Dans ce contexte, des magasins spécialisés dédient désormais un ou plusieurs rayons à la location d’outillage et de matériel de bricolage. Désormais, près d’un tiers des bricoleurs se tournent vers la location ou le matériel reconditionné.
« La location, c’est quand même fabuleux, parce qu’on arrive, on prend, c’est toujours en parfait état de fonctionnement, on loue, on travaille avec, on rend »,
commente un autre client, qui avait besoin d’une motobineuse pour retourner la terre de son jardin et a opté pour la location.
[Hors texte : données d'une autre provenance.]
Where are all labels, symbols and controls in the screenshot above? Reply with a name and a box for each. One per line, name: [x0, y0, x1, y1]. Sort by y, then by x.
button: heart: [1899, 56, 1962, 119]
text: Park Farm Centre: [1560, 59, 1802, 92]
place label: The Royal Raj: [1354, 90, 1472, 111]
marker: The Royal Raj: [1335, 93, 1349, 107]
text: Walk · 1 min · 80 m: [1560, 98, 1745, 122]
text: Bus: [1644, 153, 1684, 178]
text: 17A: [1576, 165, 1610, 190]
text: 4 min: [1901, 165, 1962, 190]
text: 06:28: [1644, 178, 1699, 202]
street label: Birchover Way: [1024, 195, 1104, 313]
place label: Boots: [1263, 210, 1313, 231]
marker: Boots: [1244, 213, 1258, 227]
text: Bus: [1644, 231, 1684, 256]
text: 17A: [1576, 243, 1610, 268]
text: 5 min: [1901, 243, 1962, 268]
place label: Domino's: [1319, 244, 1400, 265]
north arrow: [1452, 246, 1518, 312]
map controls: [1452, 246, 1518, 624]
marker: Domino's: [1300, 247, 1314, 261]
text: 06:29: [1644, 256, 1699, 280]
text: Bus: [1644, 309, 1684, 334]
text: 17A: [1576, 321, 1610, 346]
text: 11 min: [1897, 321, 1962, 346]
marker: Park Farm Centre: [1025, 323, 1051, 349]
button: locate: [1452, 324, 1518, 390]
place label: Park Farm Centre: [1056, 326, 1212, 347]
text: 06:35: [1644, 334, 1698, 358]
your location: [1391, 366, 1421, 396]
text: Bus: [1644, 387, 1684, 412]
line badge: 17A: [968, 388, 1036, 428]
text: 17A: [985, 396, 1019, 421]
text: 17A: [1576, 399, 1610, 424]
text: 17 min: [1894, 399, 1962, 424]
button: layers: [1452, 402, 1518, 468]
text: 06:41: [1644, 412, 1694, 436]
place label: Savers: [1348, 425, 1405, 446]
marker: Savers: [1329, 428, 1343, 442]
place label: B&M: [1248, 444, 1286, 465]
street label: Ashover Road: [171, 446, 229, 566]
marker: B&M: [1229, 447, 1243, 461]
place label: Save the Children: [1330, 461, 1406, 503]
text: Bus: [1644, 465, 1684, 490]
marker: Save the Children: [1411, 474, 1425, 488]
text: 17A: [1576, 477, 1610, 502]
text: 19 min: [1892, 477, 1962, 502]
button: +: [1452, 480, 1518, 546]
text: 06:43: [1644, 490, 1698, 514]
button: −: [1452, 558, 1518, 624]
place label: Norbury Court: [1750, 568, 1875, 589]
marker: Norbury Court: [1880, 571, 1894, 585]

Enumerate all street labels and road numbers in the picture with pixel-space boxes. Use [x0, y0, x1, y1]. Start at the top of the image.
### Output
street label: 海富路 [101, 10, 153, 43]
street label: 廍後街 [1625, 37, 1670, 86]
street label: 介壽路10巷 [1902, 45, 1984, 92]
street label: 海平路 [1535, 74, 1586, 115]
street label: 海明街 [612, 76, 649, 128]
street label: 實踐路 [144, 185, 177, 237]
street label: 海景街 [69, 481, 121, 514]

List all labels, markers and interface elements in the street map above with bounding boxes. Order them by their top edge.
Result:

Prix : 71 euros par jour, contre environ 300 euros à l’achat.
« En moyenne, ce que je loue, on va dire que ça coûte dans les 700-800 euros à l’achat, et puis je vais m’en sortir à 80-70 euros la journée. Donc c’est très intéressant »,
abonde un troisième.
Une gamme « en train de s’agrandir »
« Une perceuse, on s’en sert en moyenne 12 minutes par an. Donc si vous avez un immeuble avec vingt appartements, ça fait vingt perceuses qui sont chacune utilisées que 12 minutes par an »,
illustre de son côté Sylvain Waserman, président directeur général de l’Ademe. Si les ventes de matériel de bricolage dévissent, la location, elle décolle. « Sur l’année dernière, on est à peu près à 85.000 produits qui ont été loués. Aujourd’hui, la gamme aussi est en train de s’agrandir, puisqu’au départ, on ne partait que sur quelques produits qu’on proposait à la location, et aujourd’hui, on en a plus d’une cinquantaine »,
indique Sébastien Bernard, directeur du magasin Leroy Merlin de Villeneuve-d’Ascq.
De plus en plus d’applications et de sites Internet permettent aussi la location entre particuliers, voire carrément le prêt d’outils contre des services ou des échanges entre voisins.